Pictures aside, return all of the records exactly as they stand.

---------- Extracted records

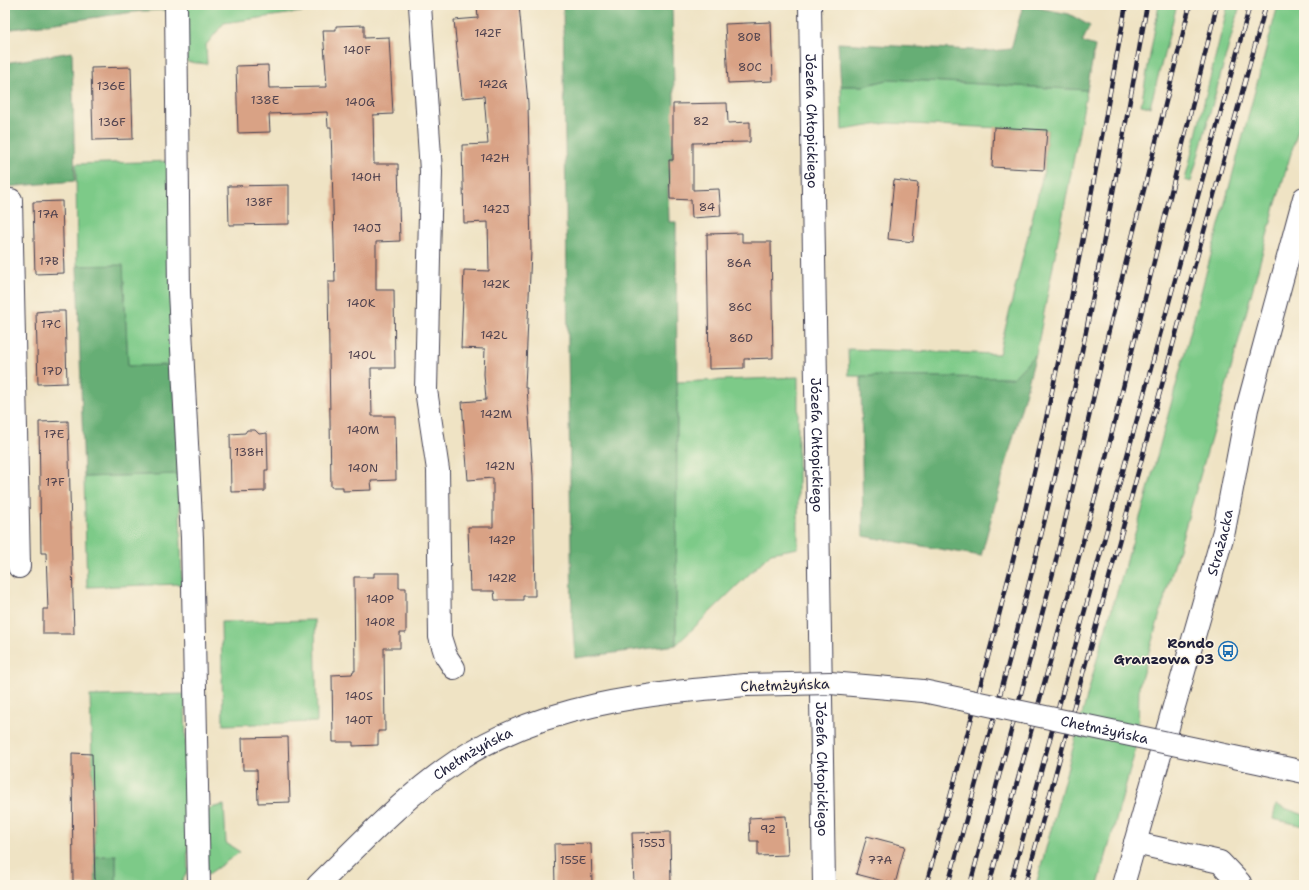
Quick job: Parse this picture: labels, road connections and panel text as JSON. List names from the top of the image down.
{
  "streets": {
    "street": ["Józefa Chłopickiego", "Strażacka", "Chełmżyńska"]
  },
  "places": {
    "bus stop": ["Rondo Granzowa 03"]
  },
  "house_numbers": [
    "142F",
    "80B",
    "140F",
    "80C",
    "142G",
    "136E",
    "138E",
    "140G",
    "82",
    "136F",
    "142H",
    "140H",
    "138F",
    "84",
    "142J",
    "17A",
    "140J",
    "17B",
    "86A",
    "142K",
    "140K",
    "86C",
    "17C",
    "142L",
    "86D",
    "140L",
    "17D",
    "142M",
    "140M",
    "17E",
    "138H",
    "142N",
    "140N",
    "17F",
    "142P",
    "142R",
    "140P",
    "140R",
    "140S",
    "140T",
    "92",
    "155J",
    "155E",
    "77A"
  ]
}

--------------------

Solution for this problem
Quick job: Parse this picture: labels, road connections and panel text as JSON. List names from the top of the image down.
{
  "streets": {
    "street": ["Józefa Chłopickiego", "Strażacka", "Chełmżyńska"]
  },
  "places": {
    "bus stop": ["Rondo Granzowa 03"]
  },
  "house_numbers": [
    "142F",
    "80B",
    "140F",
    "80C",
    "142G",
    "136E",
    "138E",
    "140G",
    "82",
    "136F",
    "142H",
    "140H",
    "138F",
    "84",
    "142J",
    "17A",
    "140J",
    "17B",
    "86A",
    "142K",
    "140K",
    "86C",
    "17C",
    "142L",
    "86D",
    "140L",
    "17D",
    "142M",
    "140M",
    "17E",
    "138H",
    "142N",
    "140N",
    "17F",
    "142P",
    "142R",
    "140P",
    "140R",
    "140S",
    "140T",
    "92",
    "155J",
    "155E",
    "77A"
  ]
}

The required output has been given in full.